Task directions — Copy all lines below containing "Ивана".

[Dataset excerpts]
▬▬▬▬▬▬
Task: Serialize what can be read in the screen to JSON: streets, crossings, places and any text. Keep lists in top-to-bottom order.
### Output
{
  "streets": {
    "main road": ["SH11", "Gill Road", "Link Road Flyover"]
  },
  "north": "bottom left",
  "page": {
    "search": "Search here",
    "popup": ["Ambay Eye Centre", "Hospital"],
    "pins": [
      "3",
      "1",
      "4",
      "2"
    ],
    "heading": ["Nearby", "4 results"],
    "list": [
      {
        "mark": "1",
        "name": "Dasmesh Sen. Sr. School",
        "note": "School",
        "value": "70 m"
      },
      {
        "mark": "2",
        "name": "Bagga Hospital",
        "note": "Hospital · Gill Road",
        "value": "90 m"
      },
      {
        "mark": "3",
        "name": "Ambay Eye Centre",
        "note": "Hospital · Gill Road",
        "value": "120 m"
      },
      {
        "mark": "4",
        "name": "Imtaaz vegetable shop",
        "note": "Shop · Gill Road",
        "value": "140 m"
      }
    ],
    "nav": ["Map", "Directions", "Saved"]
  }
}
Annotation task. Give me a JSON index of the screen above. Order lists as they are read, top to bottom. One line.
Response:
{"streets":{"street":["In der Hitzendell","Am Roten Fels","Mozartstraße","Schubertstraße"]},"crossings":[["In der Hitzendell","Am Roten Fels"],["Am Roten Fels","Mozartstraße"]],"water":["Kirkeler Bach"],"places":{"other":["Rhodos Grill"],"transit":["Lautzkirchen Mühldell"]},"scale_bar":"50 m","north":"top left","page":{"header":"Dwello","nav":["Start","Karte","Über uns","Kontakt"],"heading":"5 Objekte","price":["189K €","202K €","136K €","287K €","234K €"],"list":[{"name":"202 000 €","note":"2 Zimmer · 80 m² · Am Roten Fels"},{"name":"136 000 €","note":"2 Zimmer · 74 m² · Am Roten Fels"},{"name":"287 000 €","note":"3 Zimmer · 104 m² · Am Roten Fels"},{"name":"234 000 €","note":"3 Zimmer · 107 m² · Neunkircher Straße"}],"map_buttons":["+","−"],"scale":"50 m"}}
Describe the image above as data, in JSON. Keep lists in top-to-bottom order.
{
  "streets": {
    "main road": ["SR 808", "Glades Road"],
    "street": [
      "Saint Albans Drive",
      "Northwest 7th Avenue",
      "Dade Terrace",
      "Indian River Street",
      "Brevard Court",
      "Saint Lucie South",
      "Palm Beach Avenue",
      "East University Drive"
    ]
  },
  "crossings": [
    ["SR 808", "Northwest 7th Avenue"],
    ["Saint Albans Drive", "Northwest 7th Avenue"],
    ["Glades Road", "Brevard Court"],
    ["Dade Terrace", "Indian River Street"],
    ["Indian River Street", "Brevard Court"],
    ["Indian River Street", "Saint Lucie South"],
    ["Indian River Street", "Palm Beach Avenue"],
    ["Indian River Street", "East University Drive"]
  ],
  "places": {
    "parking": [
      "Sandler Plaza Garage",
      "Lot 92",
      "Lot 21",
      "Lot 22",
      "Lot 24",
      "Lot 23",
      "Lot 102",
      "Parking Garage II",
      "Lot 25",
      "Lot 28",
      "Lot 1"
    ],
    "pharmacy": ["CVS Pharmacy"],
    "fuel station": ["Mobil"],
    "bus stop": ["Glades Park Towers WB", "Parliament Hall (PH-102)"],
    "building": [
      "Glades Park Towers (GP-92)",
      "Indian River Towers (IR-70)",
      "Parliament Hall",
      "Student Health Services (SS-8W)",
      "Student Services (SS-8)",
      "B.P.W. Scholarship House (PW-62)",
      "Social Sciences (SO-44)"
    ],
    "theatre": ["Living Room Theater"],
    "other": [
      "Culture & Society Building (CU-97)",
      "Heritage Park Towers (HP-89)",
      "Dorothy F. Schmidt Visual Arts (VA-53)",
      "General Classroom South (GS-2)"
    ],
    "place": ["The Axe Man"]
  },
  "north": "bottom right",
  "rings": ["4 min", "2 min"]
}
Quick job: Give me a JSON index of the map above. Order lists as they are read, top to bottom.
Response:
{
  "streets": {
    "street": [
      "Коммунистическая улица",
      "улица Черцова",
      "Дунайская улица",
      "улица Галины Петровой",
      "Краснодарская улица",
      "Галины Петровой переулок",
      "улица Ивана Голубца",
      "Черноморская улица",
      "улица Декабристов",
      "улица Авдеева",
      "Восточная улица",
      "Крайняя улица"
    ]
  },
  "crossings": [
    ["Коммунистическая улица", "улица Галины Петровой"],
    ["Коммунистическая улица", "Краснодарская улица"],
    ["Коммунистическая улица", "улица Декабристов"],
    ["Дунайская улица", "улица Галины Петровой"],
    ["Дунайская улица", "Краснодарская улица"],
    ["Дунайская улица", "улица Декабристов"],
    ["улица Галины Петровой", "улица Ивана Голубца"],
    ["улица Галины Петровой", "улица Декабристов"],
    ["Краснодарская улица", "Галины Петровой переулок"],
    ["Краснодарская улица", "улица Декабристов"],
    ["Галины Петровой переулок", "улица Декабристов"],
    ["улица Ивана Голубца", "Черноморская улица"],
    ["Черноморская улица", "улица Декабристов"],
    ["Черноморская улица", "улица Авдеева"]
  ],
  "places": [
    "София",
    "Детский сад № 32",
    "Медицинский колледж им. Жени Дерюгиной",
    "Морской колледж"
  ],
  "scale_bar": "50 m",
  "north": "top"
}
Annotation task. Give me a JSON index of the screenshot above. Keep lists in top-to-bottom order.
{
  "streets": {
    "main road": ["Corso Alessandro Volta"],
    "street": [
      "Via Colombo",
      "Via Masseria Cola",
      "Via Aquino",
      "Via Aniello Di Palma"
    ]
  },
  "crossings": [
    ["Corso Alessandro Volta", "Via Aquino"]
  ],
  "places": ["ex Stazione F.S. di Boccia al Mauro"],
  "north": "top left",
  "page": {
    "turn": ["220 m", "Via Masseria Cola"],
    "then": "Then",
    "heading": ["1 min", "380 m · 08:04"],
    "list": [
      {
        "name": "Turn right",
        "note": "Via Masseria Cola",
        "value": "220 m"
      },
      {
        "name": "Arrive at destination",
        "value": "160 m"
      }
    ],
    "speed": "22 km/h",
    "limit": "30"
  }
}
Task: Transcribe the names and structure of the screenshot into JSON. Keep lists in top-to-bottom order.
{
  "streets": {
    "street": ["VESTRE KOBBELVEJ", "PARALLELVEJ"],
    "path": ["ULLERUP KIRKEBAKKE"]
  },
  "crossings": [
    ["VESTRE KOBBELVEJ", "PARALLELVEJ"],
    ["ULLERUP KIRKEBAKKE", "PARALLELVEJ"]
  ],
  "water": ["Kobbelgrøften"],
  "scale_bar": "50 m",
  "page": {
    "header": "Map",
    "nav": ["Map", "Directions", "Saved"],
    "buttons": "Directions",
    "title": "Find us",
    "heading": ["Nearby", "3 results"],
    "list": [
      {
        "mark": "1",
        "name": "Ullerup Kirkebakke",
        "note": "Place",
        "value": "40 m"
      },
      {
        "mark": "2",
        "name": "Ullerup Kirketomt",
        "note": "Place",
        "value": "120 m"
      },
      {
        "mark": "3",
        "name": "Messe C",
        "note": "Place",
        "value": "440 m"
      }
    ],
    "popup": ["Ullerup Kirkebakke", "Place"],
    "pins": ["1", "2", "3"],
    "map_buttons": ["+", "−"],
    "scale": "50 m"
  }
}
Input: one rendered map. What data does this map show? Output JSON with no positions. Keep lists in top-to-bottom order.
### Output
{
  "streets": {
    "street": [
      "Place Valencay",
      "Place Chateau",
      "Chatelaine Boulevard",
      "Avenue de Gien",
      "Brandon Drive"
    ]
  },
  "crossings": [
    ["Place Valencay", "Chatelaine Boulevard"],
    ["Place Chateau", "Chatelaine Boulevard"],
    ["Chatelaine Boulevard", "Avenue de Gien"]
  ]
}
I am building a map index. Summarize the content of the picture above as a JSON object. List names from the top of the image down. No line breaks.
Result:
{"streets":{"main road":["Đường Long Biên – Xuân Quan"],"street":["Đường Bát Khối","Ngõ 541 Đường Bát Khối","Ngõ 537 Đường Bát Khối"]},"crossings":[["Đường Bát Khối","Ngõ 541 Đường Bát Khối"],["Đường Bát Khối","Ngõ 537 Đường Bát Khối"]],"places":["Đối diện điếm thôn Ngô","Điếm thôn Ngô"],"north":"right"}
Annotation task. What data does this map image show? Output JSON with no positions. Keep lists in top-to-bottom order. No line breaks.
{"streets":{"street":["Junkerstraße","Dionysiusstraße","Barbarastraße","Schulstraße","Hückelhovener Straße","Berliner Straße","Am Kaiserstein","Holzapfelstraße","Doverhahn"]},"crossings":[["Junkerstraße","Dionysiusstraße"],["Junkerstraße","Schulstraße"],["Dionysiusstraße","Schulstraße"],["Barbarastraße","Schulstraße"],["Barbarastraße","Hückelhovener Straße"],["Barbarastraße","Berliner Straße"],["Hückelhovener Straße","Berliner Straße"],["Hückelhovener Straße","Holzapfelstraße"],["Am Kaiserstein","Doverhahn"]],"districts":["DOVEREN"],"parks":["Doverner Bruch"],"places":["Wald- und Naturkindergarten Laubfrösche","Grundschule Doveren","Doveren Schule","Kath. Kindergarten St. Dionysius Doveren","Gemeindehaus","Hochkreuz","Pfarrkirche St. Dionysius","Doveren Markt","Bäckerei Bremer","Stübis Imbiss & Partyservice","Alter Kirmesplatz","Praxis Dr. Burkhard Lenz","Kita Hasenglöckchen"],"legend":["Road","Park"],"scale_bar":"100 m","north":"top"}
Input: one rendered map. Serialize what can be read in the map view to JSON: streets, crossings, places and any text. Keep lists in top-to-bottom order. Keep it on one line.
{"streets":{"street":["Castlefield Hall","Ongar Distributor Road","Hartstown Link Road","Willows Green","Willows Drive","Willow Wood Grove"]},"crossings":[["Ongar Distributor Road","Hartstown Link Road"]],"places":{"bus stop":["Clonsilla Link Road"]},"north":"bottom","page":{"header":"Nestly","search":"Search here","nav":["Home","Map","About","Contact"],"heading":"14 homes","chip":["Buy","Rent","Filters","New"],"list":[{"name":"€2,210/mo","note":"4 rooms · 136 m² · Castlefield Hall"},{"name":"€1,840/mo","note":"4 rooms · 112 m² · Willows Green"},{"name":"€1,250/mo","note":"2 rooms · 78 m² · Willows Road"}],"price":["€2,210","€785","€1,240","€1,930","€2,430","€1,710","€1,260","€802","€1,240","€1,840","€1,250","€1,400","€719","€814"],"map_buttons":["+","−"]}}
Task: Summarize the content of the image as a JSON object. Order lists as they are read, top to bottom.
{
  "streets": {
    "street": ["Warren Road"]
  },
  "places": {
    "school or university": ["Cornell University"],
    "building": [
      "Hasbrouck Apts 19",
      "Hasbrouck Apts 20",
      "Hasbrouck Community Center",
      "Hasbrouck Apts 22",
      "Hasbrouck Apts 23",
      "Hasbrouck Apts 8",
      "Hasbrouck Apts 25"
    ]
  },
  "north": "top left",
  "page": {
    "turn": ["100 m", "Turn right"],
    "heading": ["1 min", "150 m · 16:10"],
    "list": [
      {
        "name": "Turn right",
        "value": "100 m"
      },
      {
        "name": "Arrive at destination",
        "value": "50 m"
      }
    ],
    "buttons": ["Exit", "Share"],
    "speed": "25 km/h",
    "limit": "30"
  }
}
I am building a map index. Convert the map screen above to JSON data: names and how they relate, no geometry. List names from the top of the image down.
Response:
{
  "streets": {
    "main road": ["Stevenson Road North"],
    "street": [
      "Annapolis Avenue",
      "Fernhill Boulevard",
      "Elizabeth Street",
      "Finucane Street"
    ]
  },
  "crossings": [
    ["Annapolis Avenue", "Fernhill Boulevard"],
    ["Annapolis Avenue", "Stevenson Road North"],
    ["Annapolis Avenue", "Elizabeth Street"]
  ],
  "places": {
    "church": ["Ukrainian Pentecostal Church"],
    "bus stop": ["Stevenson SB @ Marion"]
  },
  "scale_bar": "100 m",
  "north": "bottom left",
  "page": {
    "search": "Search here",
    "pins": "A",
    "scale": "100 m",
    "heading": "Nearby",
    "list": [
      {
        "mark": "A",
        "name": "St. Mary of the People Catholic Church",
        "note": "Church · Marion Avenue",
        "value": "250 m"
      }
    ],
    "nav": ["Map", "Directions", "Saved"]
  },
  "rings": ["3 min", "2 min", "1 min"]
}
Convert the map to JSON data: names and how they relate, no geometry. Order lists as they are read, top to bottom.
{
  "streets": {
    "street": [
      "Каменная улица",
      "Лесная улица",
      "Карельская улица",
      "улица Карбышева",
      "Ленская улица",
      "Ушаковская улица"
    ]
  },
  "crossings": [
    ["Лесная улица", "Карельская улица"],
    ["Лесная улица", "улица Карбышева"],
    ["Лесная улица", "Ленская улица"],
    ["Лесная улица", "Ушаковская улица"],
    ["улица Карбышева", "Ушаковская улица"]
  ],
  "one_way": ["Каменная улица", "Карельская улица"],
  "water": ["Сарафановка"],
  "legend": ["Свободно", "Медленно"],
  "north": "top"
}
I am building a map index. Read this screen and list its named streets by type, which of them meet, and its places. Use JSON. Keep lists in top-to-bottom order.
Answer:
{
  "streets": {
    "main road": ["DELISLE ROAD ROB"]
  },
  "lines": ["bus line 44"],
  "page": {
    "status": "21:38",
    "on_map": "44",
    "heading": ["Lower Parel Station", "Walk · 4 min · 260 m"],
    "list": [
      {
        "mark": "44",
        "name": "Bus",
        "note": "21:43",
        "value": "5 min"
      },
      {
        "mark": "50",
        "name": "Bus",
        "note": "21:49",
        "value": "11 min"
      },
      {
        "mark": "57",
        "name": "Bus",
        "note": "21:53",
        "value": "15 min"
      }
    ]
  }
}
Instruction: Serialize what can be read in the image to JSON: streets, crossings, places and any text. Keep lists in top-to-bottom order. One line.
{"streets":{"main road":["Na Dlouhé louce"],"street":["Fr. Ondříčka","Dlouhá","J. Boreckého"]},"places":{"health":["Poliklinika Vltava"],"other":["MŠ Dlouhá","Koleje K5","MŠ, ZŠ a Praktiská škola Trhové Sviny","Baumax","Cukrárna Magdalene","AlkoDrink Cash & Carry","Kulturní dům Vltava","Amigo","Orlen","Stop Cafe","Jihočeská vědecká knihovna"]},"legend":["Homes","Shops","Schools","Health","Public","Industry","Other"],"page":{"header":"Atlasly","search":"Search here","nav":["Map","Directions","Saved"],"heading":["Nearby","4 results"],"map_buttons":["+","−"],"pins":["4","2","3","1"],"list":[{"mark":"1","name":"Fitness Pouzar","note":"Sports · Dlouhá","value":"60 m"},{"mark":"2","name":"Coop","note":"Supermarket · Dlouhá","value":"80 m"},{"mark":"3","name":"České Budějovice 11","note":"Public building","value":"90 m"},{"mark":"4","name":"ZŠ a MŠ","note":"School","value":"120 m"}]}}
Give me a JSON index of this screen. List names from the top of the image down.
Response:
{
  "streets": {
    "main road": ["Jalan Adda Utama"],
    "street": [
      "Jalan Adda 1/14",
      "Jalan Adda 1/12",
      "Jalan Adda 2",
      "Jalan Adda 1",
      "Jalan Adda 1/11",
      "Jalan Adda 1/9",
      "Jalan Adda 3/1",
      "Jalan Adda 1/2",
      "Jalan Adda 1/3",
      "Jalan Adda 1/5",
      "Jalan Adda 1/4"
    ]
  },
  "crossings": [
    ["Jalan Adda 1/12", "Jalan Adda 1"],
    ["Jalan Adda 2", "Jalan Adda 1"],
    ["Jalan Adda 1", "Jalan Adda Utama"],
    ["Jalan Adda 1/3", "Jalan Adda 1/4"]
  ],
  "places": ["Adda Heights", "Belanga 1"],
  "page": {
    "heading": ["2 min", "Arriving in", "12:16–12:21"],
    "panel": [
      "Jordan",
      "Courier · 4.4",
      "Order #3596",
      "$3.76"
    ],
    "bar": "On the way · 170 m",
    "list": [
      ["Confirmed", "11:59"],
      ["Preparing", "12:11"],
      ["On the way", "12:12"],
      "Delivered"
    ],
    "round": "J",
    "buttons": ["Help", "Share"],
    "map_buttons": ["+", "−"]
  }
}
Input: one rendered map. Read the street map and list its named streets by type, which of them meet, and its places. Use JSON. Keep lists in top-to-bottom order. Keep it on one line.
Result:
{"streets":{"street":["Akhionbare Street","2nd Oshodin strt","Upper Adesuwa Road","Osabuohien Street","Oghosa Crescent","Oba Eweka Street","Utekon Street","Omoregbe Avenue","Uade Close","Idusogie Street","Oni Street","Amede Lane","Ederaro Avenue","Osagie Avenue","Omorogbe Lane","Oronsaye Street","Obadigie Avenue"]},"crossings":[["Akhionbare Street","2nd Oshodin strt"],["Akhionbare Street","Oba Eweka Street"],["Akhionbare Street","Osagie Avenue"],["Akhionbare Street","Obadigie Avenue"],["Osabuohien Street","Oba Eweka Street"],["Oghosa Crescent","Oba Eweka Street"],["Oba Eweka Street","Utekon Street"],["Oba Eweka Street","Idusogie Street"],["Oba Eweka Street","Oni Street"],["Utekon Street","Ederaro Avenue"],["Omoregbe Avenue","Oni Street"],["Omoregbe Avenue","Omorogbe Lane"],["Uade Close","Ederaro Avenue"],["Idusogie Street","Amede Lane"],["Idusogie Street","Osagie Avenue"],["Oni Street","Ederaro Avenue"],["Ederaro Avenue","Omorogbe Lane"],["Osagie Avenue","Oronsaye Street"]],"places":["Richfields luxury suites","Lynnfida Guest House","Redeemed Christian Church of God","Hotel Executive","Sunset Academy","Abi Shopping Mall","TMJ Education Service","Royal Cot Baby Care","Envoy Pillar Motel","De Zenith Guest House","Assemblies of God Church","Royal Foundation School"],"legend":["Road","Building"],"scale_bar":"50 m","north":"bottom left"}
▬▬▬▬▬▬
Response to the exercise —
      "улица Ивана Голубца",
    ["улица Галины Петровой", "улица Ивана Голубца"],
    ["улица Ивана Голубца", "Черноморская улица"],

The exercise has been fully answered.